Anyways, set the Hinoki aside and marvel at one of the best cooked pieces of fish I’ve ever had. Butter poached with a nice sear, it is incredibly meaty and moist. My only regret was that you want the piece to be bigger.

The cod is served with grilled mushrooms (hongshimeiji, I think) which are pretty similar to the side dish. Great. The other side is an unfortunate weird choice – matcha mashed potatoes with pistachios. The green tea is the flavor that didn’t go with everything else, a weird misstep in an otherwise perfect dish.

We finished with a trio of the mochi ice cream, what they call rice creams. The flavors were super interesting, including a miso flavor and one accented with togarashi chile flakes. The texture of the mochi, however, was no better than a good batch of Mikawaya from the supermarket freezer.

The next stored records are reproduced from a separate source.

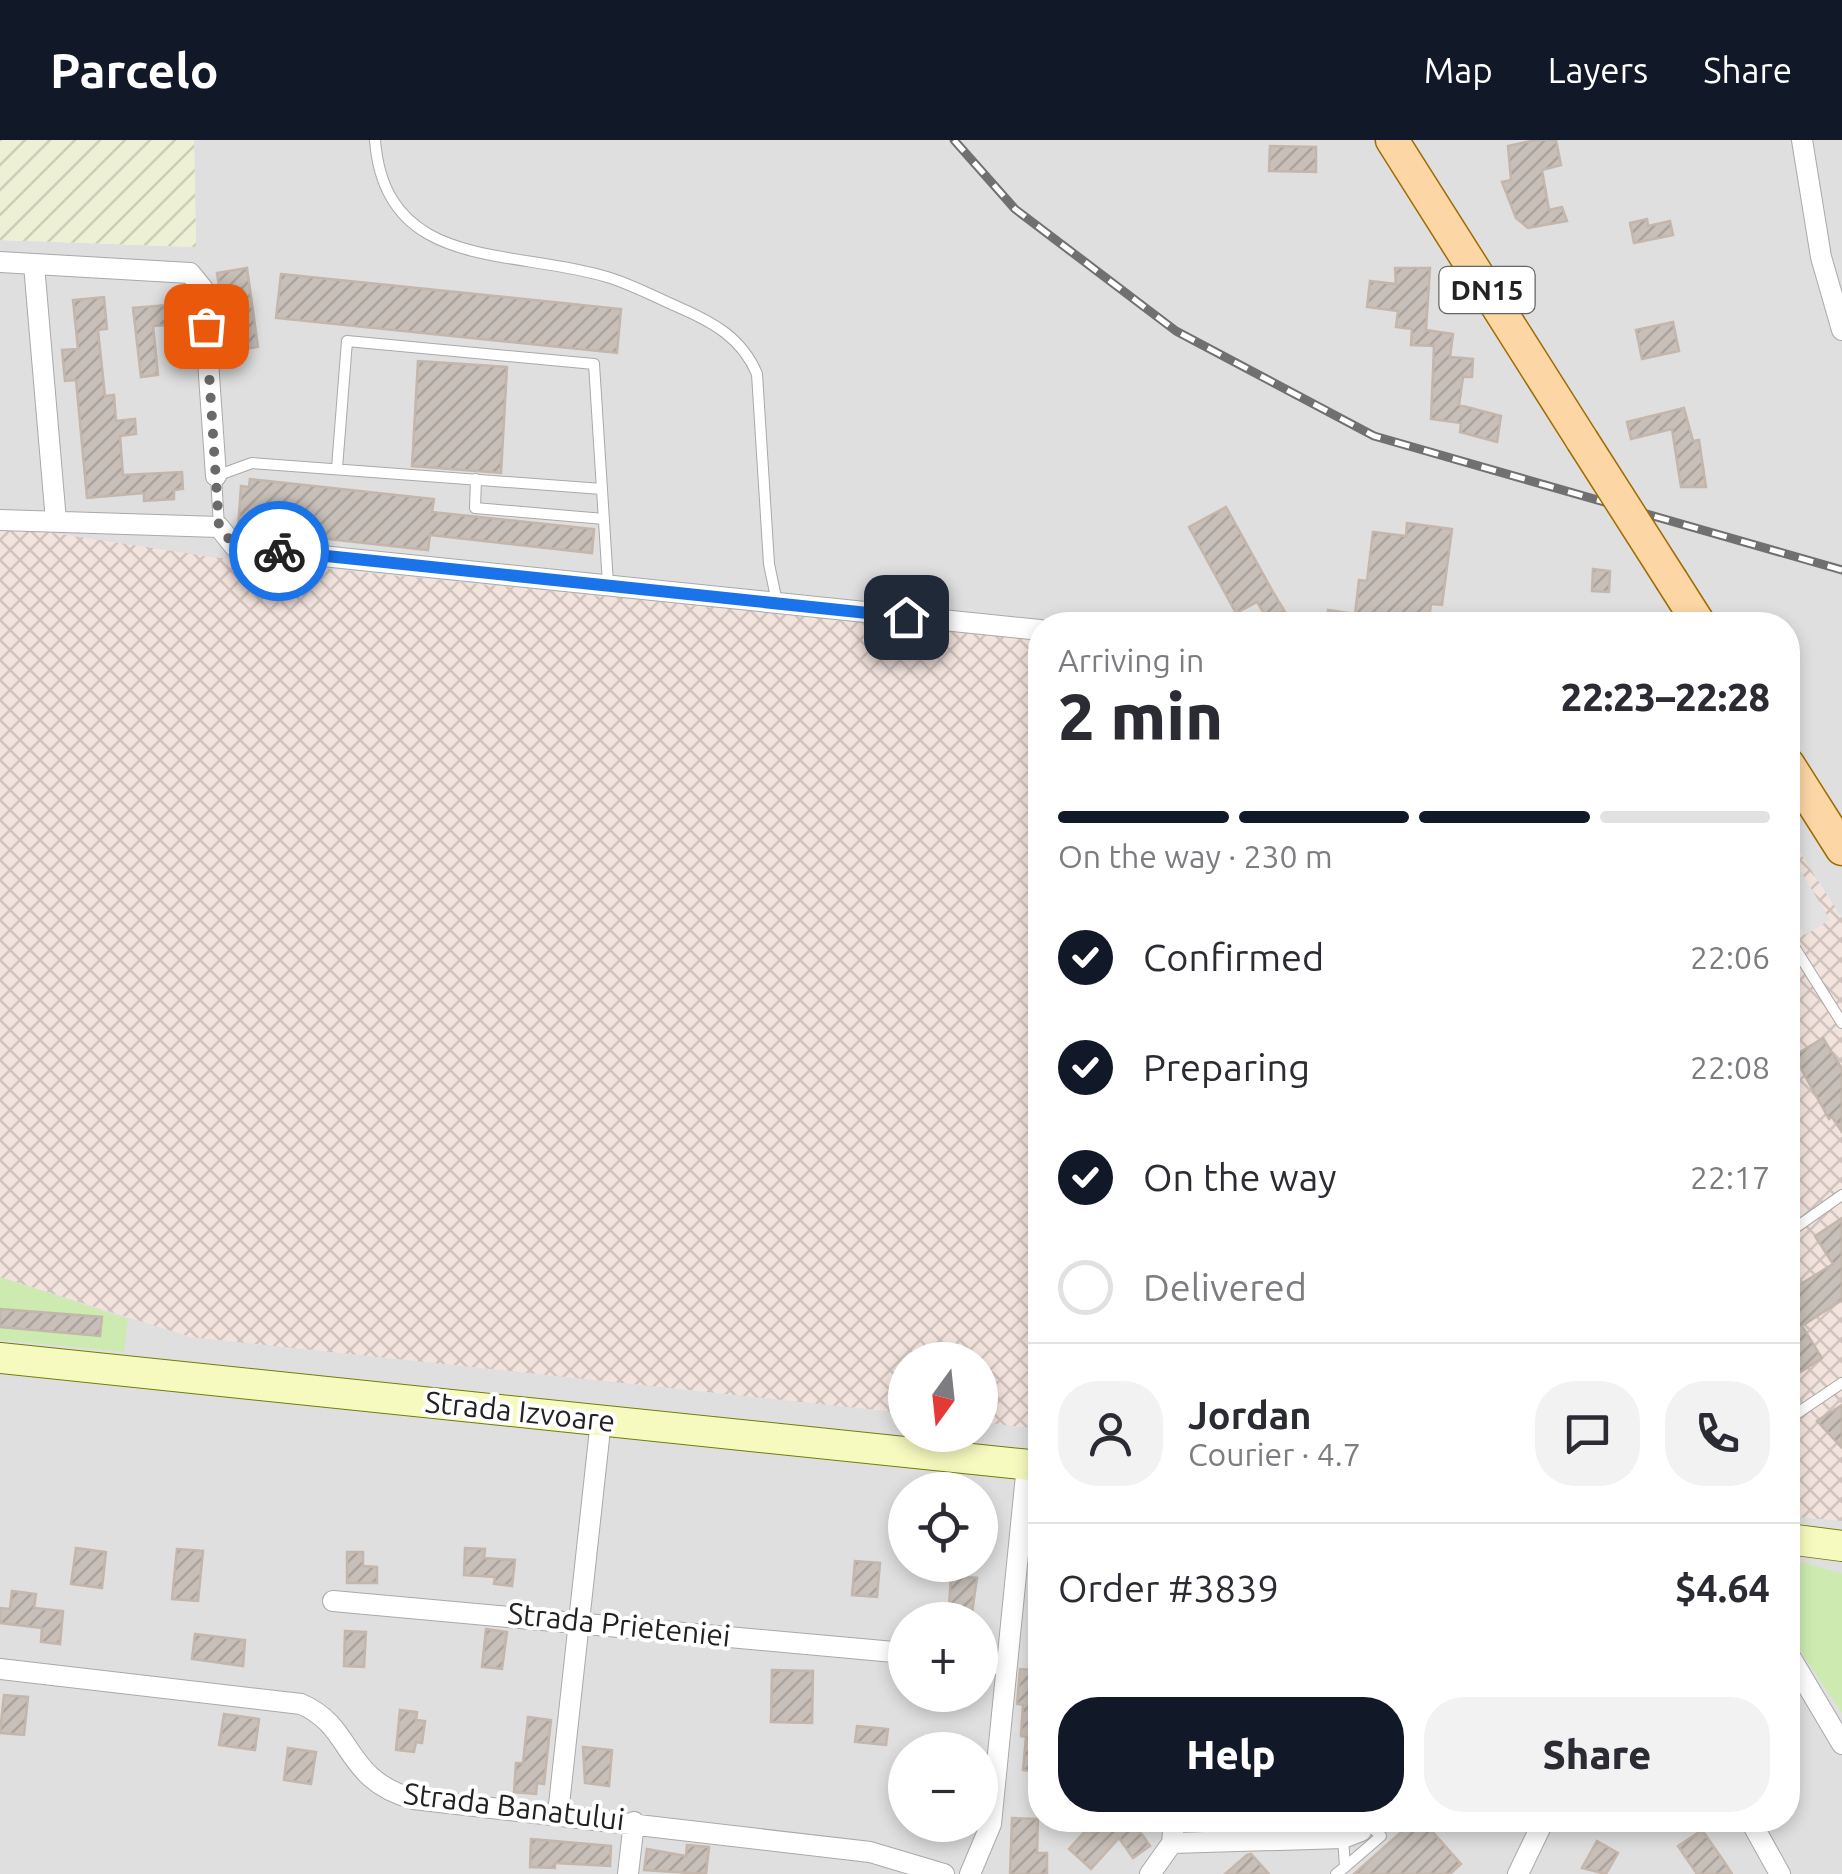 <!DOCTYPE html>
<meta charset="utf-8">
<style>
body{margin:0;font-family:Ubuntu,sans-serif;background:#f2f2f3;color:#2b2b33;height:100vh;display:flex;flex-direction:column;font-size:38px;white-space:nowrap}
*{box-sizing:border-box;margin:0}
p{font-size:32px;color:#7c7c81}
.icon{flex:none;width:55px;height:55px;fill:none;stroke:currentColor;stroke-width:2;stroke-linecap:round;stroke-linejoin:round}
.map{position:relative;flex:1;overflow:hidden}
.details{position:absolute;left:1028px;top:472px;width:772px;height:1220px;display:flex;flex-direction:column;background:#fff;border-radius:40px;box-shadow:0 5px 15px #0003}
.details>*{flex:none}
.needle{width:65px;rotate:195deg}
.buttons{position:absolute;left:888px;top:1202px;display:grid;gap:20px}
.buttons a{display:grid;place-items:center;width:110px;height:110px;border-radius:50%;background:#fff;box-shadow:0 5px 15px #0003;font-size:50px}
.pin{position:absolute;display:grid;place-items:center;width:85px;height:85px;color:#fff;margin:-42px;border-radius:20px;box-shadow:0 5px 15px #0006}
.courier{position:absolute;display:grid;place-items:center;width:100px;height:100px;margin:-50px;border:8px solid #1a73e8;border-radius:50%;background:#fff;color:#222;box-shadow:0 2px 12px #0007}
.headline em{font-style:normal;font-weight:800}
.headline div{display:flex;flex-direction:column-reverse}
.headline{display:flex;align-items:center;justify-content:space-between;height:170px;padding:0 30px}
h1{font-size:65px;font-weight:800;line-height:75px}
.bar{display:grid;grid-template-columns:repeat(4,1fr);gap:15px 10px;align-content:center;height:120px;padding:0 30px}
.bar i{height:12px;border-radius:8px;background:#e1e1e2}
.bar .current{background:#111827}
.bar p{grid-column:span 4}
.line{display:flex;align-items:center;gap:25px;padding:0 30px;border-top:2px solid #e1e1e2}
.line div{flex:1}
.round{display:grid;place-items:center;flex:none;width:105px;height:105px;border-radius:40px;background:#f2f2f3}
ol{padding:0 30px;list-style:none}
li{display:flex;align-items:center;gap:30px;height:110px}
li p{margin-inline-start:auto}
li .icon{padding:10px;border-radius:50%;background:#111827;color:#fff;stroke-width:4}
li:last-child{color:#7c7c81}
li i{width:55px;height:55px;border:5px solid #e1e1e2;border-radius:50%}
.primary-button{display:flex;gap:20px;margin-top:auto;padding:20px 30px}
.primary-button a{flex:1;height:115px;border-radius:40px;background:#111827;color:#fff;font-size:40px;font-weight:800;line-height:115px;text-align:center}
.primary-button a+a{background:#f2f2f3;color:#2b2b33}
header{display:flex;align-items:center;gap:60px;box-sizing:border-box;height:140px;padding:0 50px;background:#111827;color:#fff}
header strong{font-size:48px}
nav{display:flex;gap:55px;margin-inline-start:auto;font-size:35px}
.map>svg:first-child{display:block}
.residential{fill:#e0dfdf;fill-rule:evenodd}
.military{fill:url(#military-cross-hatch)}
.farmland{fill:url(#farmland-furrows)}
.grass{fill:#cdebb0}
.parking{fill:#e2e2e2}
.building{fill:url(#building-hatch);stroke:#c4b6ab;stroke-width:2.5}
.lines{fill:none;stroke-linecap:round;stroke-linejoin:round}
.lane-casing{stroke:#a9a9a9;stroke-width:12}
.street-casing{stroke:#a9a9a9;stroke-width:22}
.secondary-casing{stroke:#707d05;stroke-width:32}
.primary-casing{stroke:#a06b00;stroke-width:35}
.lane{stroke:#fff;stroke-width:10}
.street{stroke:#fff;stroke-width:20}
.secondary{stroke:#f7fabf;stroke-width:30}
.primary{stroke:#fcd6a4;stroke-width:32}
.rail-casing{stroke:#707070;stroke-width:9}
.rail{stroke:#fff;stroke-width:5;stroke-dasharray:15;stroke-linecap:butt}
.primary-bridge-casing{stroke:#a06b00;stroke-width:35;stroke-linecap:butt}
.primary-bridge{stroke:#fcd6a4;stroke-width:32}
.done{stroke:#6b6a68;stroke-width:10;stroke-dasharray:0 18}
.route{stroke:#1a73e8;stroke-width:12}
.labels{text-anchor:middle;stroke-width:8;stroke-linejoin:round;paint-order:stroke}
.shield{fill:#fff;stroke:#646464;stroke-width:2.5}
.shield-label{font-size:28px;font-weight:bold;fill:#222}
.street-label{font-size:30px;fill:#222;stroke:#fff}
</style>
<header>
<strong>Parcelo</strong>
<nav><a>Map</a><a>Layers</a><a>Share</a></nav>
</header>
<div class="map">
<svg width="1842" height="1734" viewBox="0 0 1842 1734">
<defs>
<pattern id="military-cross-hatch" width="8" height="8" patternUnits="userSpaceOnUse" patternTransform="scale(2.5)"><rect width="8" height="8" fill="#f3e3dd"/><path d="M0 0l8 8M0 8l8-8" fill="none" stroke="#d0c2bd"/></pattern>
<pattern id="farmland-furrows" width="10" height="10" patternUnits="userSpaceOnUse" patternTransform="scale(2.5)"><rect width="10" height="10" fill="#eef0d5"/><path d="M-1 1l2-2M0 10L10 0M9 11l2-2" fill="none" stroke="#ccceb7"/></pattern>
<pattern id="building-hatch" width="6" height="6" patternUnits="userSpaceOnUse" patternTransform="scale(2.5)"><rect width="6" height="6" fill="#c7bfb8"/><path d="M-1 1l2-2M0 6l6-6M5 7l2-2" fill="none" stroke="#aba49e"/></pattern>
</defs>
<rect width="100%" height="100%" fill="#f2efe9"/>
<path class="residential" d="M194 0H1842V1734H0V100L196 107ZM1040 485H1788V1680H1040ZM905 1220H980V1295H905ZM905 1350H980V1425H905ZM905 1480H980V1555H905ZM905 1610H980V1685H905Z"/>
<path class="military" d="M0 385 211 417 1040 500V1289L980 1282V1220H905V1273L191 1197 0 1137Z
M1788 694 1842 778V1381L1788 1376Z"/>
<path class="farmland" d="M0 0H194L196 107 0 100Z"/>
<path class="grass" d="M0 1137 128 1179 124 1212 0 1200V1187L36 1190 37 1173 0 1169Z
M1788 1419 1842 1433V1573L1788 1492Z"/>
<path class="parking" d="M1788 710 1830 780 1805 795 1788 766Z"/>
<path class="building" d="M1535 0H1556L1561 25 1542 30 1549 70 1562 67 1567 81 1528 88 1516 78 1502 42 1511 40 1508 6Z
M1270 6 1316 7V32L1269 31Z
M1647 79 1648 86 1670 81 1673 95 1634 103 1630 83Z
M247 128 258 207 229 211 217 133Z
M1395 128H1430L1426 190 1453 194 1450 217 1473 219 1472 237H1463L1459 265 1501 276 1497 302 1460 292 1461 283 1431 279 1434 206 1411 205 1412 189 1396 187 1398 171 1367 167 1370 141 1396 144Z
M281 134 621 169 617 213 276 178Z
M104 157 107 189 98 190 105 256 114 255 116 281 135 279 136 294 120 296 123 335 182 332 183 349 174 350V359L144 361V353L87 358 76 240 65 241 62 210 78 209 73 160Z
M179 164 181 184 153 186 158 235 141 237 133 168Z
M1673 182 1679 211 1642 219 1636 190Z
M418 221 507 227 501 333 412 326Z
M1684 268 1693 301 1699 300 1706 347H1681L1672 289 1631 299 1627 282Z
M250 339 434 359 432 372 594 389 592 413 430 395 428 410 238 389 241 346 249 347Z
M1226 367 1273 452 1293 485H1271L1257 462 1236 473 1189 387Z
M1407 383 1452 389 1442 465 1431 464 1428 485H1326L1328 470 1355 474 1359 440 1367 441 1373 392 1406 396Z
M1593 429 1610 431 1609 452 1592 451Z
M1823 898 1842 929V992L1832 977 1829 979 1794 916Z
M1842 1078V1160L1802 1186 1822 1218 1788 1240V1152L1833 1124 1815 1096Z
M0 1169 102 1177 100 1196 0 1187Z
M1842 1265V1308L1817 1281Z
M76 1408 106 1412 102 1448 71 1444Z
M465 1408 485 1409 484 1418 515 1420 512 1446 494 1444 495 1437 464 1435Z
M177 1409 203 1411 198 1461 172 1459Z
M347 1412H363V1426L377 1427V1443H347Z
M855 1421 880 1423 877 1457 852 1455Z
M951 1436 977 1438 971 1480H948Z
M12 1451 36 1454 34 1468 63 1471 60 1504 41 1502 42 1488 0 1483V1468L10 1469Z
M486 1489 507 1492 502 1529 482 1527Z
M345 1491 366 1492 364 1527 344 1526Z
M195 1494 245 1500 243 1526 192 1519Z
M1020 1529 1040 1531V1632L1023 1630 1026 1597 1021 1596 1023 1565 1017 1564Z
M772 1530 813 1531 812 1583 771 1582Z
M4 1555 28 1557 24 1595 0 1593Z
M400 1570 417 1572 416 1580 425 1581 422 1603 416 1602 414 1612 396 1610Z
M224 1574 259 1579 255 1610 219 1605Z
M528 1577 551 1580 544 1644 537 1643 536 1654 514 1652 516 1623H523Z
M857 1586 888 1589 886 1605 855 1602Z
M583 1607 612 1610 609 1646 585 1643Z
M288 1608 316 1612 311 1644 284 1640Z
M1012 1678 1038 1679 1037 1713H1047V1734H1010Z
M1113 1680H1132L1150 1706 1133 1718 1119 1698 1091 1729 1069 1709 1088 1688 1094 1693Z
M1415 1680H1422L1461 1724 1450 1734H1354Z
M1702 1690 1723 1720 1732 1734H1697L1678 1706Z
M531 1699 611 1706 610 1726 555 1723V1728L530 1727Z
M1597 1701 1618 1713 1606 1734 1582 1728Z
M687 1705 709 1707 706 1734 644 1730 647 1709 686 1716Z
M1251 1714 1269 1734H1225L1247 1715Z"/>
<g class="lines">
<g class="lane-casing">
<path id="lane" d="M375 0C385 132 512 108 607 137 631 144 655 157 678 167 713 182 742 198 757 234L769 424 777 462
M337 328 347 201 594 224 608 444
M476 339 475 368 604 379
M219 387 216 336 252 323 602 349
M1788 797 1842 883
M1788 1093 1842 1055
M1796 1274 1842 1243
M1345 1727 1381 1696 1366 1682
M1336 1734 1345 1727 1343 1698"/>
</g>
<g class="street-casing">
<path id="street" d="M1802 0 1821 117 1842 190
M0 122 190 133 203 149 216 336
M34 125 56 381
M0 380 219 387 235 407 1040 490
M333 1461 905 1513
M1788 1513 1842 1604
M980 1522 1005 1525
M0 1529 301 1564C355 1587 342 1640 414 1659L870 1712 944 1734
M558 1674 601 1280
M1750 1680 1780 1734
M1172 1703 1343 1698 1361 1691 1366 1680
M628 1734 634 1682
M970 1734 991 1684 1027 1325
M1150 1734 1172 1703 1174 1680
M1518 1734 1544 1680"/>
</g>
<g class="secondary-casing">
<path id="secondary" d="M0 1218 1040 1326
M1788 1399 1842 1406"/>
</g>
<g class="primary-casing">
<path id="primary" d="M1392 0 1582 300
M1672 441 1700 485
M1788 624 1842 709"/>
</g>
<use href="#lane" class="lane"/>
<use href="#street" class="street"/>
<use href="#secondary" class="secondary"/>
<use href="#primary" class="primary"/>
<g class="rail-casing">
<path id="rail" d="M954 0 1015 69 1176 191 1374 296 1842 430"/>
</g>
<use href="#rail" class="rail"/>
<g class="primary-bridge-casing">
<path id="primary-bridge" d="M1582 300 1672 441"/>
</g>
<use href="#primary-bridge" class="primary-bridge"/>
</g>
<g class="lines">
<path class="done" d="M206 186 219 387 235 406 279 411"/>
<path class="route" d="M279 411 906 477"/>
</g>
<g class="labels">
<rect class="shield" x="1439.5" y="127" width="95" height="46" rx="8"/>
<g class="shield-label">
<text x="1487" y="160">DN15</text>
</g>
<g class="street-label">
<text transform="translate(520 1272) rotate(6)" y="10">Strada Izvoare</text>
<text transform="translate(619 1485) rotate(6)" y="10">Strada Prieteniei</text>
<text transform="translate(514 1667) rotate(7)" y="10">Strada Banatului</text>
</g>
</g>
</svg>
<div class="buttons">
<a><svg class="needle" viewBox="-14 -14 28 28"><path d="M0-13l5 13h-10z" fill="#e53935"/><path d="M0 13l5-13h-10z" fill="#7c7c81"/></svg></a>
<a><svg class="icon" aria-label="locate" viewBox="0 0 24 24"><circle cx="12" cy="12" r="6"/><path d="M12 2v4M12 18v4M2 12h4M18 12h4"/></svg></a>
<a>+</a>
<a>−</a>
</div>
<div class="pin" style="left:206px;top:186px;background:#ea580c"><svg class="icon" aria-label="bag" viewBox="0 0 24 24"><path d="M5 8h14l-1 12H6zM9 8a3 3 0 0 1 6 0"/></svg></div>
<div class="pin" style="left:906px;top:477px;background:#1f2937"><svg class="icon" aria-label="home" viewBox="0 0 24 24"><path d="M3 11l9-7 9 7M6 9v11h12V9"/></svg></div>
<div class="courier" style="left:279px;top:411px"><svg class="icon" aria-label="bike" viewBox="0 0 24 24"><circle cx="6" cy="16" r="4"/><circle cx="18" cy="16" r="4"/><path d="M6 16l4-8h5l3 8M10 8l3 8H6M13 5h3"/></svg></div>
<section class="details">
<div class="headline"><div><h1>2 min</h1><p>Arriving in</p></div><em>22:23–22:28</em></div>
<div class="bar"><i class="current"></i><i class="current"></i><i class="current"></i><i></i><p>On the way · 230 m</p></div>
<ol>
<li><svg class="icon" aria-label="check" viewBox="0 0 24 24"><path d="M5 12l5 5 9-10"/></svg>Confirmed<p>22:06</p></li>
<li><svg class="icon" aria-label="check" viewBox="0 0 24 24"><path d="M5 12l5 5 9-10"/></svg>Preparing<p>22:08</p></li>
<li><svg class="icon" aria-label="check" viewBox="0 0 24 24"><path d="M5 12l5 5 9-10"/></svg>On the way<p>22:17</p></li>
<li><i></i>Delivered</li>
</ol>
<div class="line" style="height:180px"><a class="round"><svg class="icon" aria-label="person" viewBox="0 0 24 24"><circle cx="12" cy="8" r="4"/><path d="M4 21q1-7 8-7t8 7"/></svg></a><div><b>Jordan</b><p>Courier · 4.7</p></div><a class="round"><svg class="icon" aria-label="chat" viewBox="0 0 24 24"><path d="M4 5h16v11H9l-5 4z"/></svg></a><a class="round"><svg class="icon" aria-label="phone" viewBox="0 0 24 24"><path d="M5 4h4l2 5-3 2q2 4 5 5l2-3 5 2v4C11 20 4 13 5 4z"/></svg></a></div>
<div class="line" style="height:130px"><div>Order #3839</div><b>$4.64</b></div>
<div class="primary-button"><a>Help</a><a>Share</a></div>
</section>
</div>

The chef, Kuniko Yagi, came out to shake hands with favored patrons. David Myers was also tramping around.



KevinEats did a nice write up if you’re looking for more info.

Hinoki and the Bird
10 W Century Dr.
Century City, CA 90067

One Response to “Hinoki and the Bird – a Beautiful Place”

  1. Franklin July 27, 2013 at 11:05 pm #

    Awesome review!! can’t wait to give this a try!